*MATERIAL SUPPLIED*
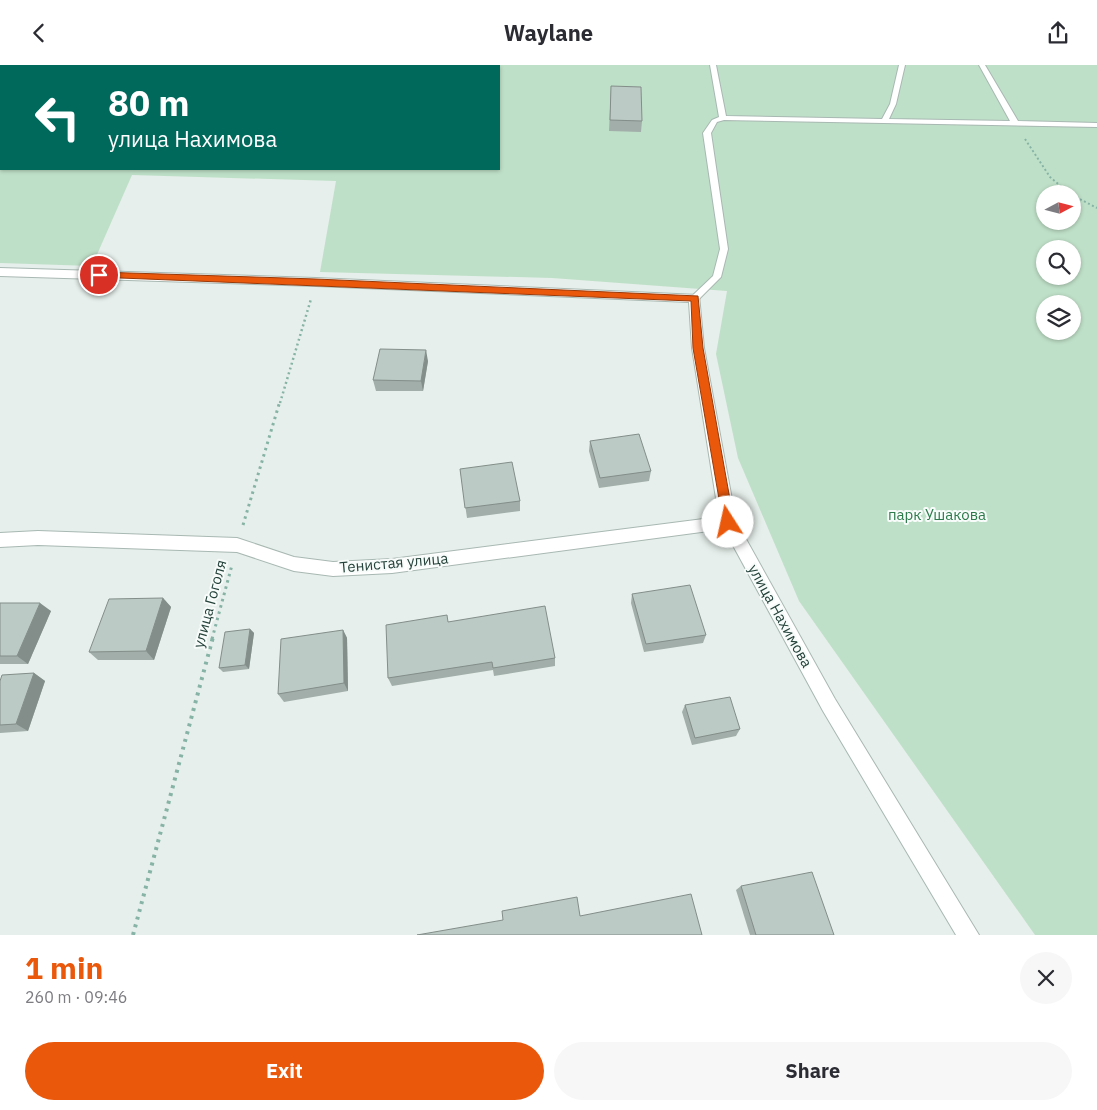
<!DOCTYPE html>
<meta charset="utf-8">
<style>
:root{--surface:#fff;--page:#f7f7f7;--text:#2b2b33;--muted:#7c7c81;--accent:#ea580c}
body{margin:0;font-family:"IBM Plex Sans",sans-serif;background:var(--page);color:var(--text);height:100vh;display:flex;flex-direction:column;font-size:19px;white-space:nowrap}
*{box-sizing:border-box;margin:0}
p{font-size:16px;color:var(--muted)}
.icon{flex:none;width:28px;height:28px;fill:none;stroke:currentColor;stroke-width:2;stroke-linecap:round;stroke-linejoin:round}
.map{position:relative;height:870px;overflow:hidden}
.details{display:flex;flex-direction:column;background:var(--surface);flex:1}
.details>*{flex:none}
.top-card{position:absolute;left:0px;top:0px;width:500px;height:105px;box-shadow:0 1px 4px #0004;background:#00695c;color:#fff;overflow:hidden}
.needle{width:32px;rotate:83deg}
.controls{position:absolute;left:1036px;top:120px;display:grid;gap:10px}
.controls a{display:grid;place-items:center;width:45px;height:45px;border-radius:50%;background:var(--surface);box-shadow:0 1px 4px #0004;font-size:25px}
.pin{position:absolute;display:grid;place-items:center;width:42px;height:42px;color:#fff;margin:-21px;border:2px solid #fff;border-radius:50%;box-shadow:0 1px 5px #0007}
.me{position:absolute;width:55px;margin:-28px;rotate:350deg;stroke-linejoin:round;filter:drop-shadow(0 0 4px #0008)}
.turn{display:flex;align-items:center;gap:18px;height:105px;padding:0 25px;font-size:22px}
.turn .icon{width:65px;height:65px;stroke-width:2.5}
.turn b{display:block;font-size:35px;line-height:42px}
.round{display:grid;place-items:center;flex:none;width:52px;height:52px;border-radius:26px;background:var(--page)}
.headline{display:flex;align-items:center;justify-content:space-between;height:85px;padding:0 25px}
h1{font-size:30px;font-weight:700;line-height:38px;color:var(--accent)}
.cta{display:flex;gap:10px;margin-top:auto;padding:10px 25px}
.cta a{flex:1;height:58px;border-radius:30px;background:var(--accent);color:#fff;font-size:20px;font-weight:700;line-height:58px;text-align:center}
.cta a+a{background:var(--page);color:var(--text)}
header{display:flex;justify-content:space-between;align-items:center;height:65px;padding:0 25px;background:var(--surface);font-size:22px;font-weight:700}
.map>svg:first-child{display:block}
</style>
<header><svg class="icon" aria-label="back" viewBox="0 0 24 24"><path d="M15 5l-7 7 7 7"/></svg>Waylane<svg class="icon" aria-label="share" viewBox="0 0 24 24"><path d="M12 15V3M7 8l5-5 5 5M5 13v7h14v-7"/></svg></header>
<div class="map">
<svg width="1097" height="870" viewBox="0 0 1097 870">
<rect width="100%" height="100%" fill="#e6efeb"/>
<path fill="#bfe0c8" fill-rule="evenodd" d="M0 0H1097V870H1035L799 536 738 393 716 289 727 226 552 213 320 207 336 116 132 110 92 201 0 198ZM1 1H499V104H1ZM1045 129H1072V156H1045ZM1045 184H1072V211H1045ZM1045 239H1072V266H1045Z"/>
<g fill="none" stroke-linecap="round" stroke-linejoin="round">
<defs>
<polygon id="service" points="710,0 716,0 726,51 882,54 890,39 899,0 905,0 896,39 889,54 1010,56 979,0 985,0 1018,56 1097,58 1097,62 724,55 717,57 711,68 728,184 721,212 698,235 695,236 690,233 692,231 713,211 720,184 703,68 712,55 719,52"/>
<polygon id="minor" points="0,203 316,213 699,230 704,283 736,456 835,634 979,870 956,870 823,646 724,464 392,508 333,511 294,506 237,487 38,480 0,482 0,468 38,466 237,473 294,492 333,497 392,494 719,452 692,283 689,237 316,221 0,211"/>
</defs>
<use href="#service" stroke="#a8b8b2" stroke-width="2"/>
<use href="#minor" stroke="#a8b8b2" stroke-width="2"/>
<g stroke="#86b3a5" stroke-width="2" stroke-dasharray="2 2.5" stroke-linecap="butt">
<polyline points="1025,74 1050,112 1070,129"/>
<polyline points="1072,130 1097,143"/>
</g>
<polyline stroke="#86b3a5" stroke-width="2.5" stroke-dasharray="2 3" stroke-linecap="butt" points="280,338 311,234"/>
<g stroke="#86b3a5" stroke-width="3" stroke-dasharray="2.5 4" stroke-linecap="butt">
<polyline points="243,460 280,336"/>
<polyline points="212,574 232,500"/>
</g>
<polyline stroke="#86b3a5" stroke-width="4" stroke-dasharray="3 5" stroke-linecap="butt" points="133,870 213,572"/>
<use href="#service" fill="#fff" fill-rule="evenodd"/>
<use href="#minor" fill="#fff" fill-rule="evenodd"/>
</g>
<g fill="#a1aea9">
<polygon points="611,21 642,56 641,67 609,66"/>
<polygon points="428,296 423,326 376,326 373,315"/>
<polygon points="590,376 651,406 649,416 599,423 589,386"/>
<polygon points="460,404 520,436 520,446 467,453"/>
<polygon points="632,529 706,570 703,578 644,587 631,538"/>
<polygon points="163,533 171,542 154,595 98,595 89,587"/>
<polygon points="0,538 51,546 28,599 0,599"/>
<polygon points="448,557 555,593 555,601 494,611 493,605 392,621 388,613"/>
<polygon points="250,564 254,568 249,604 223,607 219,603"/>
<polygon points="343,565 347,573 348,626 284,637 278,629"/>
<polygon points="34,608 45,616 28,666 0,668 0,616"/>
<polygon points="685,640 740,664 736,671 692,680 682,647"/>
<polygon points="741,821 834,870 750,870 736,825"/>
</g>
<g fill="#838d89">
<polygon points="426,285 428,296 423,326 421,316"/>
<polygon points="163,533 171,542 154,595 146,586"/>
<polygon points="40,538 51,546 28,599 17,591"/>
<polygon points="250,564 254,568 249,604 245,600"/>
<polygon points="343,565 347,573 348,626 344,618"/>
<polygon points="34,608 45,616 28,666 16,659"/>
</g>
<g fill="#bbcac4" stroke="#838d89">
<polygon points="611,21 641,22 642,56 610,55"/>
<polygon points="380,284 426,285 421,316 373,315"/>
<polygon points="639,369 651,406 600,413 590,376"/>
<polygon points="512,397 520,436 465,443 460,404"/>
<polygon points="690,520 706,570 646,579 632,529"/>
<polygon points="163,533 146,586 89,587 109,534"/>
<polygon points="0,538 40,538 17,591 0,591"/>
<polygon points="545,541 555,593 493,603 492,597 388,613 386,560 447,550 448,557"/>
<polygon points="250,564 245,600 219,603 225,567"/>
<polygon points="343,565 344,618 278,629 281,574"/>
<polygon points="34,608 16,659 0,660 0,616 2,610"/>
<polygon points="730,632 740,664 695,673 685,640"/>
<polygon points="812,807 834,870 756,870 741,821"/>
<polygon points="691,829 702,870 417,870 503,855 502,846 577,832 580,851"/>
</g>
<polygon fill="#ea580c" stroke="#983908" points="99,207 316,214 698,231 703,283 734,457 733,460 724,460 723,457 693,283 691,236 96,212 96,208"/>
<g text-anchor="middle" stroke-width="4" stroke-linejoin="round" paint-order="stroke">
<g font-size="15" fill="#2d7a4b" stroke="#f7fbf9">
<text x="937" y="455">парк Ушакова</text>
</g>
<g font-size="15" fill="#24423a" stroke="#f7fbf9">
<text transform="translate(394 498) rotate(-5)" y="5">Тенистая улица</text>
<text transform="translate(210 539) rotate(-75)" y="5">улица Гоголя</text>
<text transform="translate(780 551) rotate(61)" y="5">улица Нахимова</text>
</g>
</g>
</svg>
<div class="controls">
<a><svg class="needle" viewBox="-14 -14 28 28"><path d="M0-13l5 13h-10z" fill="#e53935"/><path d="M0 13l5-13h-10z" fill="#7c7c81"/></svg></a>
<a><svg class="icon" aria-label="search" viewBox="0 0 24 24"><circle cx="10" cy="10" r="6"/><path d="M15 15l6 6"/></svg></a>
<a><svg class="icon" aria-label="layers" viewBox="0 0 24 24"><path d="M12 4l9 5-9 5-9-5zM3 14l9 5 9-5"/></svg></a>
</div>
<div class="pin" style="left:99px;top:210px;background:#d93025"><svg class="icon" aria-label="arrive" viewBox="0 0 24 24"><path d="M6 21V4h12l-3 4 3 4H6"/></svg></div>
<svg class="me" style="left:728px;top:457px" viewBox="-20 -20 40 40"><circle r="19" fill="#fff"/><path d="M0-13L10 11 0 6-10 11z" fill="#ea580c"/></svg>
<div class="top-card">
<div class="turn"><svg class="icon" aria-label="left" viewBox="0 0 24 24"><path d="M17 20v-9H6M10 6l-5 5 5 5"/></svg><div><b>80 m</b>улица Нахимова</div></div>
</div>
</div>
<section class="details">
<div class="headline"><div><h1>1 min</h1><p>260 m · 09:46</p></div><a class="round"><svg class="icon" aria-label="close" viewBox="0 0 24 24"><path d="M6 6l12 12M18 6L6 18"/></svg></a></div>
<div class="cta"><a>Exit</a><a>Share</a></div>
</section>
...
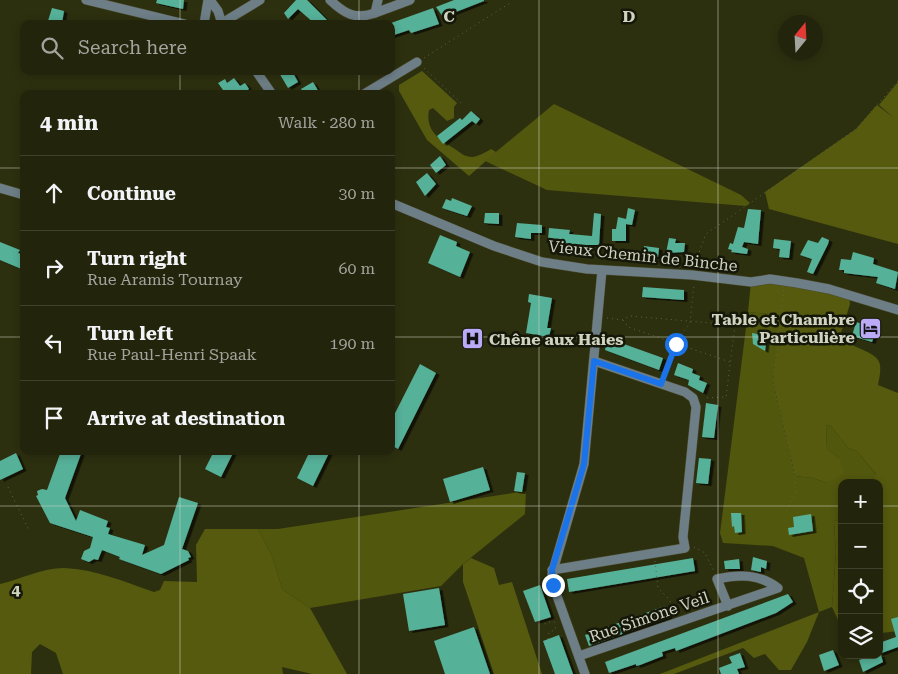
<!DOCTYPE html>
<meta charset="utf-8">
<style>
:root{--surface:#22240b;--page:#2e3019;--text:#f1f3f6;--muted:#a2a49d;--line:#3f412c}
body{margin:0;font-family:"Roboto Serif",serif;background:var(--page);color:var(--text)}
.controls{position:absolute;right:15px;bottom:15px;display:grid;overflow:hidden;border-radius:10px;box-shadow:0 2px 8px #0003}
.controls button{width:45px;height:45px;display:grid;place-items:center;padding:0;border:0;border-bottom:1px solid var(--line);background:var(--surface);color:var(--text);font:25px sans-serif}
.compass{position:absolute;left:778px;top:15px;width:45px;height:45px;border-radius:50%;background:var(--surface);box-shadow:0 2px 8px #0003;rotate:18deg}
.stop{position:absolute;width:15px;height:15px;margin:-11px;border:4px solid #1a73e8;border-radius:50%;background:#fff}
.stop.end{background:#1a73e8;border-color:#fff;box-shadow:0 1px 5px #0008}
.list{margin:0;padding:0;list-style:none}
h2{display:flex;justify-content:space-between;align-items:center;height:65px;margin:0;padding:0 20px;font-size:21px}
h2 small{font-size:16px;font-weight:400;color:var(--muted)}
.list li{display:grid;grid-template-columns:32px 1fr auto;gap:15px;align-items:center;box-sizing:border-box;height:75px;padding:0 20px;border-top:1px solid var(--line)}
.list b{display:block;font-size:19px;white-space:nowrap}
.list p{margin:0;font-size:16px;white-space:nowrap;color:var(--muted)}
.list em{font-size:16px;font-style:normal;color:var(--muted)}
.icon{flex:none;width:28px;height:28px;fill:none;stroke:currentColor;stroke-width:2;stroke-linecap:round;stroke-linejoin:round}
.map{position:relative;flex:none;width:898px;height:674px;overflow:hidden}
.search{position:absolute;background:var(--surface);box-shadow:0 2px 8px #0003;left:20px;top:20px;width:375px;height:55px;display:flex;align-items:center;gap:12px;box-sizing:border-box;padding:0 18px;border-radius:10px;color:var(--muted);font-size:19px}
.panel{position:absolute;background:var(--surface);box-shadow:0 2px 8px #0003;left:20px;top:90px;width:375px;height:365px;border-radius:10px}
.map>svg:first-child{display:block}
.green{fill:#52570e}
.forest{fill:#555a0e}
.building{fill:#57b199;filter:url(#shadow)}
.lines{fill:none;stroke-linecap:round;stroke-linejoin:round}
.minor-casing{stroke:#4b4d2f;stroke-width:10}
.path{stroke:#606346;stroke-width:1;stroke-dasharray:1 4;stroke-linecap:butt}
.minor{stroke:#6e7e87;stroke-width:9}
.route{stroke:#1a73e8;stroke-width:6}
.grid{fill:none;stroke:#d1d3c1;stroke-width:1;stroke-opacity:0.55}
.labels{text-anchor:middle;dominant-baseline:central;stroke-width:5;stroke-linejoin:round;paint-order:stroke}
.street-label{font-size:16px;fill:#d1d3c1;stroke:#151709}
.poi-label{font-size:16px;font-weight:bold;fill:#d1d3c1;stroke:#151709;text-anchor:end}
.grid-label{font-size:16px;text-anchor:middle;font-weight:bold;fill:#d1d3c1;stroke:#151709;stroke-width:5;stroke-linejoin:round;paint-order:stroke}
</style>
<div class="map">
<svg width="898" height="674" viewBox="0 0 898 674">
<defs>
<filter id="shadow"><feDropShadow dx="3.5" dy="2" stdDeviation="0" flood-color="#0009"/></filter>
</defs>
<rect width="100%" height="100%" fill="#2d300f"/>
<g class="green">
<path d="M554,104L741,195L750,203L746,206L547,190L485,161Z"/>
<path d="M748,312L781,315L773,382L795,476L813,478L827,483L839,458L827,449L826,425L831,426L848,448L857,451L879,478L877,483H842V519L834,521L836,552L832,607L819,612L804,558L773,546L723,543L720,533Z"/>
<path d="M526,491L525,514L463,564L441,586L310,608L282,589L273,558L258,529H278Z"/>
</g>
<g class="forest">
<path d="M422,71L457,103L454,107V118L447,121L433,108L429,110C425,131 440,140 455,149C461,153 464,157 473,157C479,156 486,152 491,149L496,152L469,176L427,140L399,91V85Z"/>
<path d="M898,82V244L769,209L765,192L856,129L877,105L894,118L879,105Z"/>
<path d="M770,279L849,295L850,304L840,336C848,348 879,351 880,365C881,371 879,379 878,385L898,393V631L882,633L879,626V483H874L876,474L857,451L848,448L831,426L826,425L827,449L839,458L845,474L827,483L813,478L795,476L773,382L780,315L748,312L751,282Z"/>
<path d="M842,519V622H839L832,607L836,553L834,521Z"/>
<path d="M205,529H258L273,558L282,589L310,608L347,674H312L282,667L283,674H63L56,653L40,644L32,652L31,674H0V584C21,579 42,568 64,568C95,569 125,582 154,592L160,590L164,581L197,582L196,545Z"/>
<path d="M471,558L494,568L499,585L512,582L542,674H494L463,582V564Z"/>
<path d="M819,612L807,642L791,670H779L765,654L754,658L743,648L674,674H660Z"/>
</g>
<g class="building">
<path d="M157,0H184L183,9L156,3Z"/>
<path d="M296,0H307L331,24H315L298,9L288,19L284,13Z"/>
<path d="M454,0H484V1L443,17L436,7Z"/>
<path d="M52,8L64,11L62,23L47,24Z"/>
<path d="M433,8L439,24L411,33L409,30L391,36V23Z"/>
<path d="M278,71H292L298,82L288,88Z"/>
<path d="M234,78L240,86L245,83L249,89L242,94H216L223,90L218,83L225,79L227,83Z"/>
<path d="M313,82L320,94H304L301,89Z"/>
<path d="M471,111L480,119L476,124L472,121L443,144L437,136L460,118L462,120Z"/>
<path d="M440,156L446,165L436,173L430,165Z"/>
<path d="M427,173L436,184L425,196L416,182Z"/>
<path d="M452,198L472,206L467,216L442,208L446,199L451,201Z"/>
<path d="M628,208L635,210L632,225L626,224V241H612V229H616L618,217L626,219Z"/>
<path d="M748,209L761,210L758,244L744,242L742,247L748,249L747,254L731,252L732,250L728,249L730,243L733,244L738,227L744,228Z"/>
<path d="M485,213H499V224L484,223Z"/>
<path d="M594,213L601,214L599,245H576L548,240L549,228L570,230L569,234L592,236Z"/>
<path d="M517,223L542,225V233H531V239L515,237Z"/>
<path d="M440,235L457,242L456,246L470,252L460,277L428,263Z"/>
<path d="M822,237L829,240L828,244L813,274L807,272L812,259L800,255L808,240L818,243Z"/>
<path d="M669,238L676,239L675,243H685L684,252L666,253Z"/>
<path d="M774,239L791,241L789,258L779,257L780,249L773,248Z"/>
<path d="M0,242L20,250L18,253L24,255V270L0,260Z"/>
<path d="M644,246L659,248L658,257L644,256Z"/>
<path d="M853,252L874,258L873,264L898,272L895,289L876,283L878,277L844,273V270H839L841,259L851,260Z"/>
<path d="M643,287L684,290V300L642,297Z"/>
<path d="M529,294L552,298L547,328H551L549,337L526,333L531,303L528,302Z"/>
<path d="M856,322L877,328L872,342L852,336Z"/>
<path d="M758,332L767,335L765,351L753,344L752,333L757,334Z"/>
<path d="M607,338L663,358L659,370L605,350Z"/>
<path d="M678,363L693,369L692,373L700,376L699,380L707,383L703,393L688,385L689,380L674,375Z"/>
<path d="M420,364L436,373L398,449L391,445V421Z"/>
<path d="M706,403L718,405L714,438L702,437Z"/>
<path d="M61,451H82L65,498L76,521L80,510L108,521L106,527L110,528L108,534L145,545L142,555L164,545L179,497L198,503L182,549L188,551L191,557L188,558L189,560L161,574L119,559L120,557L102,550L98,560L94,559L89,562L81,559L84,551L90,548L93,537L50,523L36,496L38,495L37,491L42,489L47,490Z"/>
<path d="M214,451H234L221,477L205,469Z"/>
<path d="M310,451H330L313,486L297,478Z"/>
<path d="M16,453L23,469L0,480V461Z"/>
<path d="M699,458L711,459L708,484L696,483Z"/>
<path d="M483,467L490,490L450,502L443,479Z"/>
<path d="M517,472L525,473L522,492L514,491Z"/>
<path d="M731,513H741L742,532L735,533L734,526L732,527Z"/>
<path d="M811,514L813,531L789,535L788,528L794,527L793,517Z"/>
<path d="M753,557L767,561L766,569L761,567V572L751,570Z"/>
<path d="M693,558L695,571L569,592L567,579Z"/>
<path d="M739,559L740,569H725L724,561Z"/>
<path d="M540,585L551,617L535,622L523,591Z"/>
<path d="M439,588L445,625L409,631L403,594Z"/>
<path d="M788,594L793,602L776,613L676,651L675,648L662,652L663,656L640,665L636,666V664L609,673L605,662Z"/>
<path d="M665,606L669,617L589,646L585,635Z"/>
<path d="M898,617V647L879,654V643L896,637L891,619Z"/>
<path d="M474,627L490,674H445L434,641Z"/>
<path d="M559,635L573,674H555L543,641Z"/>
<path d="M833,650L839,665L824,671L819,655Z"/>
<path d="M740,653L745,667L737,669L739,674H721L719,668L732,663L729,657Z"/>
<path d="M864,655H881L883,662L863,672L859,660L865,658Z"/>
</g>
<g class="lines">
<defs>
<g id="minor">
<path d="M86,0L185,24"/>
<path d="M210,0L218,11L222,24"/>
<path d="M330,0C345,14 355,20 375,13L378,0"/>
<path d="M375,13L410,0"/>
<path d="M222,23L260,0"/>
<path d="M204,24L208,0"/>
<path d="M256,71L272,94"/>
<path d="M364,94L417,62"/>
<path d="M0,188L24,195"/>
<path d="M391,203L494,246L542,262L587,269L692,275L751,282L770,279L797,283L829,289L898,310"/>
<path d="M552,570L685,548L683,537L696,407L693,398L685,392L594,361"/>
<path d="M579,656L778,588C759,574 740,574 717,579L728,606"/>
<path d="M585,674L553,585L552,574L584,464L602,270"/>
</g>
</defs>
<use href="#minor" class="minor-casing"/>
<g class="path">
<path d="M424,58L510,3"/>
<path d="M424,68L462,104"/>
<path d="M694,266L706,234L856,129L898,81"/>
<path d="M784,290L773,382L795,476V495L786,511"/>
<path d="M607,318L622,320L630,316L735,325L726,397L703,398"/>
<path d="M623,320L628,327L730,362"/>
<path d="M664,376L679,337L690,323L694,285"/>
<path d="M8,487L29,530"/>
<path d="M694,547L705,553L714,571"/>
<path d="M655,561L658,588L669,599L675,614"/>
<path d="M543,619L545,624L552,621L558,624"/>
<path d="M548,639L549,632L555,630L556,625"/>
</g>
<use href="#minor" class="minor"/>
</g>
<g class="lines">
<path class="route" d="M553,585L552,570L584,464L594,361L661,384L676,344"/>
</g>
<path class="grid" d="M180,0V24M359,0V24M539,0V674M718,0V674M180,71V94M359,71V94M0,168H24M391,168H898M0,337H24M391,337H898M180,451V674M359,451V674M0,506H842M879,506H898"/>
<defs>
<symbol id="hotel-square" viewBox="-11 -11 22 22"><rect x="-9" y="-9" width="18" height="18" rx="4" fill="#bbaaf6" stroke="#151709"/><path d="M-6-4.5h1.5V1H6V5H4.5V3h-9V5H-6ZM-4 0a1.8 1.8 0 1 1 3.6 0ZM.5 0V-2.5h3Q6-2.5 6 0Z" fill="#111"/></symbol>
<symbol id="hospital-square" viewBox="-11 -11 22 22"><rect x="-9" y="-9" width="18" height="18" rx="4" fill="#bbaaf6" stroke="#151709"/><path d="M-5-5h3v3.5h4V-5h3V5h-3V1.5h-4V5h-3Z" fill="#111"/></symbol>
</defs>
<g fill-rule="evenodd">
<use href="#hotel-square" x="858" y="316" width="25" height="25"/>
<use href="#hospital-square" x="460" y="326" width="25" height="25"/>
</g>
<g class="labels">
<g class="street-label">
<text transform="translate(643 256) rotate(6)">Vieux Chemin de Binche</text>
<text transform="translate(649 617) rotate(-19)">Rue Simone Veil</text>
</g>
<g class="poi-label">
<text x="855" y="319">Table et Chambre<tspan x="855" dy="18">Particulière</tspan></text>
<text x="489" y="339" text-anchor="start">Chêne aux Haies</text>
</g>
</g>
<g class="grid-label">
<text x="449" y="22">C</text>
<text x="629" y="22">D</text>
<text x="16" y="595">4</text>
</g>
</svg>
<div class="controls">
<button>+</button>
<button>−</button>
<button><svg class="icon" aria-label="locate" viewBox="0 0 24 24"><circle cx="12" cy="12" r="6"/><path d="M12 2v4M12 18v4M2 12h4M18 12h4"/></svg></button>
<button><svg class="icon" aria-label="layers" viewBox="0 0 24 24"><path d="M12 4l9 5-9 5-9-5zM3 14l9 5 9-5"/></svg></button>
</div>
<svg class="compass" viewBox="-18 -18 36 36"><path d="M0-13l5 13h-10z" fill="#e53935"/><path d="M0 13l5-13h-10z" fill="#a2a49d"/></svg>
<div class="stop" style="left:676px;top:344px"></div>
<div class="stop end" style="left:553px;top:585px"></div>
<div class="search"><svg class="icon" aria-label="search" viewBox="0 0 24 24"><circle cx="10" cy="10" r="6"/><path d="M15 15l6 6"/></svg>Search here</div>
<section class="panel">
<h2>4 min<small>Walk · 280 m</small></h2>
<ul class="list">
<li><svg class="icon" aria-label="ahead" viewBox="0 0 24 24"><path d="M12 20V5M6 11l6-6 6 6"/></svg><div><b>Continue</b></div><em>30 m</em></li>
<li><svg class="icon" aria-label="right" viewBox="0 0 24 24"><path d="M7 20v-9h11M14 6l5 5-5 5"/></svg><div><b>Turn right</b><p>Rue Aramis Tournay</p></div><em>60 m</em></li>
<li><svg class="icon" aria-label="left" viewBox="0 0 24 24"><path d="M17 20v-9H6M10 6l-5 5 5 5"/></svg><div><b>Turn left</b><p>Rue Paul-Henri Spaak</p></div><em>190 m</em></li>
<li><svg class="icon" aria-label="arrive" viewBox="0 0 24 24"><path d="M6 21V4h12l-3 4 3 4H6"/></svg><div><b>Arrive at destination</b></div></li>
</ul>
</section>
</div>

*TASK DESCRIPTION*
Extract all lines from the data in which "family" is found.

*RESPONSE BELOW*
body{margin:0;font-family:"IBM Plex Sans",sans-serif;background:var(--page);color:var(--text);height:100vh;display:flex;flex-direction:column;font-size:19px;white-space:nowrap}
body{margin:0;font-family:"Roboto Serif",serif;background:var(--page);color:var(--text)}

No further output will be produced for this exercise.